History log of /linux-master/drivers/infiniband/sw/rxe/rxe_queue.h
Revision Date Author Comments
# a77a5238 14-Feb-2023 Bob Pearson <rpearsonhpe@gmail.com>

RDMA/rxe: Fix missing memory barriers in rxe_queue.h

An earlier patch which introduced smp_load_acquire/smp_store_release
into rxe_queue.h incorrectly assumed that surrounding spin-locks in
rxe_verbs.c around queue updates for kernel ulps was sufficient to
protect the passing of data through the queues between the ulp and
the rxe tasklets. But this was incorrect. The typical sequence was

ulp rxe requester tasklet
------------------------ ---------------------
spin_lock_irqsave() wqe = queue_head(queue)
if (!queue_full(q)) { if (!wqe)
spin_unlock_irqrestore return;
return -ENOMEM
} <process wqe>
wqe = queue_producer_addr(q)
<fill in wqe> queue_advance_consumer(queue)
queue_advance_producer(q)
spin_unlock_irqrestore()

queue_head() calls queue_empty() which calls smp_load_acquire()
For user space apps queue_advance_producer() calls smp_store_release()
so that there is a memory barrier between the producer and the
consumer but for kernel ulps queue_advance_produce() just incremented
the producer index because the lock function is a release function.
But to work the barrier has to come between filling in the wqe and
updating the producer index. This patch adds the missing barriers.
It also changes the enum names for the ulp queue types to
QUEUE_TYPE_FROM/TO_ULP instead of QUEUE_TYPE_TO/FROM_DRIVER
which is very ambiguous. This bug is suspected as the cause of very
rare lockups in a very high scale storage application. It is a bug
in any case and should be corrected.

Fixes: 0a67c46d2e99 ("RDMA/rxe: Protect user space index loads/stores")
Link: https://lore.kernel.org/r/20230214071053.5395-1-rpearsonhpe@gmail.com
Signed-off-by: Bob Pearson <rpearsonhpe@gmail.com>
Signed-off-by: Jason Gunthorpe <jgg@nvidia.com>


# f5d1f6d6 30-Jun-2022 Bob Pearson <rpearsonhpe@gmail.com>

RDMA/rxe: Replace include statement

rxe_queue.h currently includes <uapi/rdma/rdma_user_rxe.h> for a
definition of struct rxe_queue_buf. But it is only used as a pointer so
the definition is not needed.

This patch replaces the include statement with the declaration

struct rxe_queue_buf;

Link: https://lore.kernel.org/r/20220630190425.2251-5-rpearsonhpe@gmail.com
Reported-by: Frank Zago <frank.zago@hpe.com>
Signed-off-by: Bob Pearson <rpearsonhpe@gmail.com>
Signed-off-by: Jason Gunthorpe <jgg@nvidia.com>


# ae6e843f 14-Sep-2021 Bob Pearson <rpearsonhpe@gmail.com>

RDMA/rxe: Add memory barriers to kernel queues

Earlier patches added memory barriers to protect user space to kernel
space communications. The user space queues were previously shown to have
occasional memory synchonization errors which were removed by adding
smp_load_acquire, smp_store_release barriers. This patch extends that to
the case where queues are used between kernel space threads.

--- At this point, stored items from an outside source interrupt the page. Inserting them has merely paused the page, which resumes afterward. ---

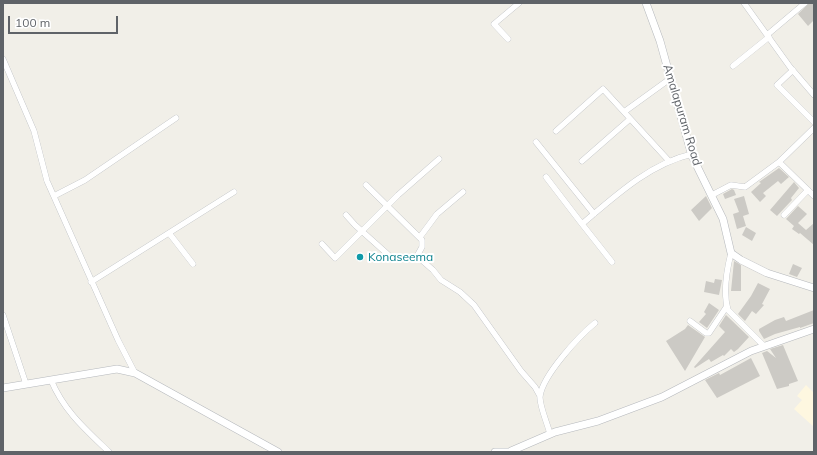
<!DOCTYPE html>
<style>
body{margin:0}
#map{position:relative;width:817px;height:455px;overflow:hidden;background:#f1efe8;font-family:Mulish,sans-serif}
canvas{display:block}
.frame{position:absolute;inset:0;border:4px solid #5f6368;pointer-events:none}
.scale{position:absolute;left:8px;top:16px;width:110px;height:18px;box-sizing:border-box;border:2px solid #5f6368;border-top:0;padding-left:5px;font-size:12px;line-height:14px;white-space:nowrap;color:#5f6368;-webkit-text-stroke:3px #fff;paint-order:stroke}
</style>
<div id="map">
<canvas width="817" height="455"></canvas>
<div class="frame"></div>
<div class="scale">100 m</div>
</div>
<script>
const g = document.querySelector('canvas').getContext('2d');
g.lineJoin = 'round';
function fill(path, color) { g.fillStyle = color; g.fill(path, 'evenodd'); }
function strokePath(path, color, width, dash) { g.strokeStyle = color; g.lineWidth = width; g.lineCap = dash ? 'butt' : 'round'; g.setLineDash(dash || []); g.stroke(path); }
function label(font, color, halo, rows, align = 'center') {
  g.font = font + ' Mulish,sans-serif'; g.lineWidth = 4; g.setLineDash([]); g.textBaseline = 'middle'; g.strokeStyle = halo; g.fillStyle = color; for (const [text, x, y, turn = 0] of rows) {
    g.save(); g.translate(x, y); g.rotate((+turn || 0) * Math.PI / 180); g.textAlign = isNaN(turn) ? turn : align; if (halo) g.strokeText(text, 0, 0); g.fillText(text, 0, 0); g.restore();
  }
}
const commercial = new Path2D(`
 M806,385l8,8v34l-20,-18 8,-9 -5,-4z`);
const building = new Path2D(`
 M809,3h5v17l-6,6 -10,-12z
 M779,168l10,9 -8,7 -3,-3 -15,12 3,3 -6,6 -9,-10 10,-9 -2,-1z
 M794,182l5,6 -8,10 1,2 -15,16 -7,-6z
 M732,189l2,1 2,5 -11,4 -2,-5z
 M706,196l6,12 -13,13 -8,-11z
 M744,196l5,18 -6,2 3,10 -9,3 -4,-15 6,-2 -5,-13z
 M798,206l9,8 -9,9 8,7 8,-7v22l-14,-12 -1,1 -7,-5 2,-3 -8,-7z
 M746,227l10,6 -4,8 -10,-6z
 M734,261l7,4v26h-10z
 M793,264l9,4 -5,9 -8,-3z
 M715,279l7,1 -3,15 -15,-3 2,-11 8,2z
 M758,283l12,6 -8,15 2,1 -8,9 -4,-3 -7,10 -7,-7 13,-18z
 M709,303l10,7 -12,18 -8,-6 7,-8 -2,-2z
 M814,310v13l-14,5v-1l-25,7 -11,5 -5,-8v-2l16,-9 9,-3 2,4z
 M726,315l23,22 -11,12 -4,3 -3,-3 -7,7 -1,-1 -12,7 -2,-3 -14,9 -1,-1 31,-35 -6,-6z
 M688,325l17,12 -20,34 -19,-30 19,-12z
 M783,345l15,36 -9,3v2l-12,3 -15,-36 5,-2 9,7 -6,-9z
 M751,358l9,18 -43,22 -12,-18 14,-7 1,2z`);
const minor = new Path2D(`
 M744,3l46,64 24,28
 M767,35l38,-32
 M508,39l-14,-15 25,-21
 M3,59l31,72 13,50 71,159 17,33
 M733,66l36,-29
 M793,70l-16,15 37,37
 M624,112l47,-34
 M556,131l47,-42 66,72
 M536,142l58,72
 M582,161l48,-42
 M779,162l35,-34
 M546,177l36,47c33,-28 67,-60 110,-70
 M366,185l56,55v7l-5,9 16,14 8,10 19,12 14,13 47,66 14,16 5,9
 M712,195l19,-10 14,2 34,-25 35,34
 M54,196l31,-16 91,-62
 M346,215l9,10 38,34
 M784,215l24,-25
 M582,224l30,38
 M169,233l24,31
 M420,237l17,-23 26,-22
 M322,244l13,14 63,-63 41,-36
 M731,253c-4,16 -8,40 -3,57l36,36
 M91,282l143,-90
 M3,315l23,69
 M690,321l16,12h3l18,-27
 M51,380c13,31 34,49 58,72
 M550,434c-2,-9 -11,-29 -10,-38 3,-21 39,-60 55,-73`);
const tertiary = new Path2D(`
 M646,3l14,38 32,115 31,63 8,34 10,7 26,13 47,15
 M3,388l114,-19 18,4 143,79
 M511,451l44,-19 43,-11 64,-24 89,-46 63,-22
 M495,452h20`);
const markers = [
 [360,257,4,"#0f9aa8"]
];
const streetNames = [
 ["Amalapuram Road",682,115,73]
];
const cultureNames = [
 ["Konaseema",368,257]
];
fill(commercial, '#fef7e0');
fill(building, '#cccac5');
strokePath(minor, '#b5b8bc', 6);
strokePath(tertiary, '#b5b8bc', 8);
strokePath(minor, '#fff', 5.5);
strokePath(tertiary, '#fff', 7);
for (const [x, y, r, color] of markers) { const dot = new Path2D(); dot.arc(x, y, r, 0, 2 * Math.PI); g.fillStyle = color; g.fill(dot); strokePath(dot, '#fff', 1.5); }
label('12px', '#5f6368', '#fff', streetNames);
label('12px', '#0d838f', '#fff', cultureNames, 'left');
</script>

This patch also extends the queue types to include kernel ULP queues which
access the other end of the queues in kernel verbs calls like poll_cq and
post_send/recv.

Link: https://lore.kernel.org/r/20210914164206.19768-2-rpearsonhpe@gmail.com
Signed-off-by: Bob Pearson <rpearsonhpe@gmail.com>
Signed-off-by: Jason Gunthorpe <jgg@nvidia.com>


# 5bcf5a59 27-May-2021 Bob Pearson <rpearsonhpe@gmail.com>

RDMA/rxe: Protext kernel index from user space

In order to prevent user space from modifying the index that belongs to
the kernel for shared queues let the kernel use a local copy of the index
and copy any new values of that index to the shared rxe_queue_bus struct.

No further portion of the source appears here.